This website is now archived. To find out what BERG did next, go to www.bergcloud.com.

Exploring the shapes and forms of the readable volumes of RFID fields, and the magic of proximity-based interaction.

Touch is a research project that investigates Near Field Communication (NFC), run by Timo Arnall at the Oslo School of Architecture and Design in Norway. It is funded by the Norwegian Research Council. BERG has collaborated with the Touch project through workshops and product prototyping, and has produced a series of short films.

Near Field Communication is a technology that enables connections between mobile phones and physical things. It is based upon RFID (Radio Frequency IDentification), a method of identifying unique items using radio waves. An RFID “tag” – a small microchip containing data, connected to a flexible aerial – can be embedded or attached in items; the data in the tag can be read by an RFID reader.

Nearness

A short film exploring interacting without touching. With RFID it’s proximity that matters, and actual contact isn’t necessary. Nearness plays with the problems of invisibility and the magic of being close.
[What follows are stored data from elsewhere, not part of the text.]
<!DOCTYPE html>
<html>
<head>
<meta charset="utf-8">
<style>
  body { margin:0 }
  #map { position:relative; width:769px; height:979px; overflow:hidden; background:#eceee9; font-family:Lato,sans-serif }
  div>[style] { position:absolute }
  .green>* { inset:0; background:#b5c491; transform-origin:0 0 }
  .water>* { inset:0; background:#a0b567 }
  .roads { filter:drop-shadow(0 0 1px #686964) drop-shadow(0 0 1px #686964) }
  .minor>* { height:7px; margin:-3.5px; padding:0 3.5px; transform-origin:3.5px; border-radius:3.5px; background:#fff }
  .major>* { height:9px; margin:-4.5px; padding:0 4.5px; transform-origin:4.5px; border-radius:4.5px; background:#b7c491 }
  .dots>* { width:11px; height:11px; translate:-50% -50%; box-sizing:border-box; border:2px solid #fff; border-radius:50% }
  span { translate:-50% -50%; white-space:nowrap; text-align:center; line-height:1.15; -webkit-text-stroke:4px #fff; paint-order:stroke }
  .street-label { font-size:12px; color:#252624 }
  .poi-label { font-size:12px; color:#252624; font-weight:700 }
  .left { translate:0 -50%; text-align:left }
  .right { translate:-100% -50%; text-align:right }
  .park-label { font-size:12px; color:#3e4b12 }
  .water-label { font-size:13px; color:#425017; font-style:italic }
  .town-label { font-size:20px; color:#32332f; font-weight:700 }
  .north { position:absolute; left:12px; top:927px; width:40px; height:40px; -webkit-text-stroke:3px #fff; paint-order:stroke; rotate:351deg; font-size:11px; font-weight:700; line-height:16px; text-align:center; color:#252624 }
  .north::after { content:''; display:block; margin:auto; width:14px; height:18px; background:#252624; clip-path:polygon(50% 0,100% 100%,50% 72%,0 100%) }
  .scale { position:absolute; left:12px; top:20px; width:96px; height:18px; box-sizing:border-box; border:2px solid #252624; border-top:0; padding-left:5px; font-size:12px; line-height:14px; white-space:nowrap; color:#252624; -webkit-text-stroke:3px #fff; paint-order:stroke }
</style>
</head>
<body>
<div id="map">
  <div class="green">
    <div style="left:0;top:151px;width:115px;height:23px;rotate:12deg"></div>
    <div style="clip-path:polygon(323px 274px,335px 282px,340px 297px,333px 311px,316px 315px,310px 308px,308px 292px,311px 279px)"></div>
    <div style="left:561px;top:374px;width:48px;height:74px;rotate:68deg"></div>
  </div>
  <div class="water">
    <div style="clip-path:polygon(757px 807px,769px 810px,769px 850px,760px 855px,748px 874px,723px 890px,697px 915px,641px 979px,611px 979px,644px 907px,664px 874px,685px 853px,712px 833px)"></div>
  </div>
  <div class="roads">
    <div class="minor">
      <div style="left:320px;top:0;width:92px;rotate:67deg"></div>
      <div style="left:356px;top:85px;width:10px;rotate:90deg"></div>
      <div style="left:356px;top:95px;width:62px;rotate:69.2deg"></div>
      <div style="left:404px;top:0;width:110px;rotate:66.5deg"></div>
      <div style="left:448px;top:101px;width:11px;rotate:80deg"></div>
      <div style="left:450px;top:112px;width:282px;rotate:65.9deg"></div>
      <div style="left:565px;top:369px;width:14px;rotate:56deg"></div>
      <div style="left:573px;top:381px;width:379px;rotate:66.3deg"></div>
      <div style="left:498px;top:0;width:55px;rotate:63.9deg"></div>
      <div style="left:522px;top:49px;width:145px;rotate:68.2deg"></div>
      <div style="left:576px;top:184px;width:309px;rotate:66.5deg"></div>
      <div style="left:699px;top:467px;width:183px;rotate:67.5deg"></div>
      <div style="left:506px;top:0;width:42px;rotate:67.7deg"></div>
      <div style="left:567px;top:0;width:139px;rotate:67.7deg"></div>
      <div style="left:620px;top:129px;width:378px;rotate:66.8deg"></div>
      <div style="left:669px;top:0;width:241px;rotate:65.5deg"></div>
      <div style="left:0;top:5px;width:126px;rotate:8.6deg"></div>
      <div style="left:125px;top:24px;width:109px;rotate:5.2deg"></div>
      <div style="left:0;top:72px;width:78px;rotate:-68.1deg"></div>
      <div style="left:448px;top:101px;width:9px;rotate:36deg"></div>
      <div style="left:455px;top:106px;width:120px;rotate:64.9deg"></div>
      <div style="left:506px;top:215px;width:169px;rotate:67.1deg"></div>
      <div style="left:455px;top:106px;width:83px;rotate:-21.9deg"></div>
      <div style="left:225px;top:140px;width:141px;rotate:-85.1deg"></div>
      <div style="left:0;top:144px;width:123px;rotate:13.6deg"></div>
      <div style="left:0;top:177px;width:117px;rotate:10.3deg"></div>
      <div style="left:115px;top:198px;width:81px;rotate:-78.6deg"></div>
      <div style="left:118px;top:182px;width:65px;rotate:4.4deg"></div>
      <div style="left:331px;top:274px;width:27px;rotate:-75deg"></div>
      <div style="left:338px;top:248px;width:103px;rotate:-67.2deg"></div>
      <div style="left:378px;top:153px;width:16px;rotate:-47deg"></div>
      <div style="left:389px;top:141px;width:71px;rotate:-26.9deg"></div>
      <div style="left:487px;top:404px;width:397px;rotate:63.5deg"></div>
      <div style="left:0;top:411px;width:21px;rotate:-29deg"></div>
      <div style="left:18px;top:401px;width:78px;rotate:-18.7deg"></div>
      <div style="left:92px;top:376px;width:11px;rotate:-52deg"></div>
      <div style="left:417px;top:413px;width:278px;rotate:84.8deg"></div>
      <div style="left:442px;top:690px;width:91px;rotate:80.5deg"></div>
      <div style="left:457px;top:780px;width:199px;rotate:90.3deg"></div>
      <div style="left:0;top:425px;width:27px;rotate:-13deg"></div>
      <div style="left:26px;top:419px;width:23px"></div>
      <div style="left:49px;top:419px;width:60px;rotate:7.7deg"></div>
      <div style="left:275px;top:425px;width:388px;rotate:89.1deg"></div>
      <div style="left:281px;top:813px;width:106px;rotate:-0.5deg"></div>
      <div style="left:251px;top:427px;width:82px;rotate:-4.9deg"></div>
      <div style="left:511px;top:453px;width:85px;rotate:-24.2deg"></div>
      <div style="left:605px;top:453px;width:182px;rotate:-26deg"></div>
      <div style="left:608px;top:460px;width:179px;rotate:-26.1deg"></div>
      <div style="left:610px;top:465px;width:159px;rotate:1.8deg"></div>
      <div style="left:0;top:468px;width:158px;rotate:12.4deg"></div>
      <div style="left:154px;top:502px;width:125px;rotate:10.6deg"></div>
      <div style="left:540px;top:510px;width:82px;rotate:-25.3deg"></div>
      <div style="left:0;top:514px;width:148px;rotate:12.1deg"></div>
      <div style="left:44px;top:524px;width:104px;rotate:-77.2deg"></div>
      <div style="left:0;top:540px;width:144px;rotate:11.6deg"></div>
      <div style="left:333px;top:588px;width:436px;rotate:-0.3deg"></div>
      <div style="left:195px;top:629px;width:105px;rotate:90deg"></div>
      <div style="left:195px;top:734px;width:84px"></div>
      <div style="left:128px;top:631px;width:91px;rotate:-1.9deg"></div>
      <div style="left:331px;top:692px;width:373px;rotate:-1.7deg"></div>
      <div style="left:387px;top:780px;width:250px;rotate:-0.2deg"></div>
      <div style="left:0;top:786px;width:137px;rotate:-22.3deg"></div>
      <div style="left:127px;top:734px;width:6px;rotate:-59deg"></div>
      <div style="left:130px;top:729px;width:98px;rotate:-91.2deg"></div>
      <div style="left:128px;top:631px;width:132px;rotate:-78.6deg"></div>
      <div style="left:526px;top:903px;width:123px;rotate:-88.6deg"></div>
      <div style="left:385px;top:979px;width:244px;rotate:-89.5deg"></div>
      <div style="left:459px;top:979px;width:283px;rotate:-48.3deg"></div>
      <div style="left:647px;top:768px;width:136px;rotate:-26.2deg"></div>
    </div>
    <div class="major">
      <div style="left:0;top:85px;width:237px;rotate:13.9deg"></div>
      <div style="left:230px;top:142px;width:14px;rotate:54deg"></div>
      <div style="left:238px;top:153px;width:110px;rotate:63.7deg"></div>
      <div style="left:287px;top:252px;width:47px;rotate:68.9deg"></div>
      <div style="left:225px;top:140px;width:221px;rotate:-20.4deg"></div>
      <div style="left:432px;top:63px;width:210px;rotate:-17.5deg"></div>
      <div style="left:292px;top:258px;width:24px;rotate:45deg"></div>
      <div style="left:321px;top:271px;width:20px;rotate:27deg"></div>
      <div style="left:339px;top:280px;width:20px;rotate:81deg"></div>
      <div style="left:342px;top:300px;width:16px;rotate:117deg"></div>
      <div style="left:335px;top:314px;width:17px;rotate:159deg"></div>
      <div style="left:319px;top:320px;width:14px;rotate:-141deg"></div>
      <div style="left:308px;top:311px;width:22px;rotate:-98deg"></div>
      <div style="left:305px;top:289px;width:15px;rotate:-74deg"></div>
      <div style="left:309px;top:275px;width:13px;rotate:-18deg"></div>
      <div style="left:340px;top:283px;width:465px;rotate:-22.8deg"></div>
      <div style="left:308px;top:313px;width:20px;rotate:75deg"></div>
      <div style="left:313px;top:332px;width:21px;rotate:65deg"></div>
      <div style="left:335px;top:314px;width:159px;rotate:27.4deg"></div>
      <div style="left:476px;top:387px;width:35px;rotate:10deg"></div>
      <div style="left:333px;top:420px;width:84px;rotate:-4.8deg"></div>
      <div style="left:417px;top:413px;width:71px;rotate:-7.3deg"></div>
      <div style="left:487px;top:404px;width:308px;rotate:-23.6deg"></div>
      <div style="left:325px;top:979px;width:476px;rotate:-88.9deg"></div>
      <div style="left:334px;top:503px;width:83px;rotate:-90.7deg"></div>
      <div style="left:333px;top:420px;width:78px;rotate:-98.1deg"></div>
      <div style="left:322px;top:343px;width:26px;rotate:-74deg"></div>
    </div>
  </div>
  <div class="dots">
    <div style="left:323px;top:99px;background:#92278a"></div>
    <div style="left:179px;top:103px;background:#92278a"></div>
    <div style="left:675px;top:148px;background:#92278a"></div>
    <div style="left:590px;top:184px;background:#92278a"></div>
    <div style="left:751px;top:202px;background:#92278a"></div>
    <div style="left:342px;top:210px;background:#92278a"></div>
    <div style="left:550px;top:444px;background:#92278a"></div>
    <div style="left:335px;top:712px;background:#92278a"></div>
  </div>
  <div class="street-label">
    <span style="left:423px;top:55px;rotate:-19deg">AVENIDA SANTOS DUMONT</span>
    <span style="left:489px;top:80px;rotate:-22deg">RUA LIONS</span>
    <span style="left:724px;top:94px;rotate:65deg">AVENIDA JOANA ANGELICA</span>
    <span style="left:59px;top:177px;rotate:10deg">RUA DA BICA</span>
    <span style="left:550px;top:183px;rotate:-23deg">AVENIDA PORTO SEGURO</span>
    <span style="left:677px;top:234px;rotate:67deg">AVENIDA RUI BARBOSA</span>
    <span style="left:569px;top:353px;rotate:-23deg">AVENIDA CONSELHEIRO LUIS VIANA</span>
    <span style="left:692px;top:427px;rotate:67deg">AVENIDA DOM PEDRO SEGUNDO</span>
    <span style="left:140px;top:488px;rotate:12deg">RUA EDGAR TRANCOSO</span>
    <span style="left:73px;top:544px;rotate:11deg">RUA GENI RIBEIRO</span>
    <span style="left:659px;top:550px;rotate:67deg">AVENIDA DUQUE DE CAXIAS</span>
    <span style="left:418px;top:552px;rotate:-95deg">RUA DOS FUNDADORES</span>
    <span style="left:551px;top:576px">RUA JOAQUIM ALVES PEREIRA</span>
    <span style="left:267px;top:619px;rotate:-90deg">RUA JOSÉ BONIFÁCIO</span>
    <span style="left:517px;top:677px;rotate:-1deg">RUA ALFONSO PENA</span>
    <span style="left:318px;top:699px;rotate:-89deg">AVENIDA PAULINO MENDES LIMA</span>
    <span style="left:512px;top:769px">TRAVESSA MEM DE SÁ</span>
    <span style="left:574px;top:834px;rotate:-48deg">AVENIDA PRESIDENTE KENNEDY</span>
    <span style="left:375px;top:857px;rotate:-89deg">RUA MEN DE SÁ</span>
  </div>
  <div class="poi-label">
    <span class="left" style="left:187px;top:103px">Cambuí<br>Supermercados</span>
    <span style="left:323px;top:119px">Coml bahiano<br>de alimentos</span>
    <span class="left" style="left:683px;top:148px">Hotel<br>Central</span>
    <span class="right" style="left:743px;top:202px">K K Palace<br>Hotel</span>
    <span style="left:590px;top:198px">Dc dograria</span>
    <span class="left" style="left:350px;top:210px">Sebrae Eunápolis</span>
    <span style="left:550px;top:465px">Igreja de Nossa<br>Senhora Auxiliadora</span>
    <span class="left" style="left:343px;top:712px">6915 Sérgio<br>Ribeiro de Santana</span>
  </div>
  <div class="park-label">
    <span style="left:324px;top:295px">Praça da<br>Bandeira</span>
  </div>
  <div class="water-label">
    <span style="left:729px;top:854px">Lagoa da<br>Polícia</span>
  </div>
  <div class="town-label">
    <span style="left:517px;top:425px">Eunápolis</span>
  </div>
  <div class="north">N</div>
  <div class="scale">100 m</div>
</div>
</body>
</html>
Read our blog post about Nearness.

Nearness has been watched well over 100,000 since its launch, and Timo Arnall has a summary of the online responses to Nearness over at the Touch blog.

Immaterials

Immaterials describes a series of experiments that seek to illustrate the readable area of an RFID reader not from datasheets or specifications, but by visualising the readable space of a field in space itself – “seeing RFID as it sees itself“. Read our blog post about Immaterials.

Immaterials has had over 110,000 views on Vimeo since launch, and, again, Timo has collected a selection of the responses to it over on the Touch blog.

The work on Immaterials has its roots in much earlier work that BERG conducted with Touch, which culminated in some work describing the shape of readable RFID fields in two dimensions with a field-activated pencil; on the BERG blog, Matt wrote some initial commentary, and Jack posted some longer notes on the workshop.

Update August 2011: This project is featured in the MoMA exhibition Talk to Me in NYC from 24 July until 7 November 2011.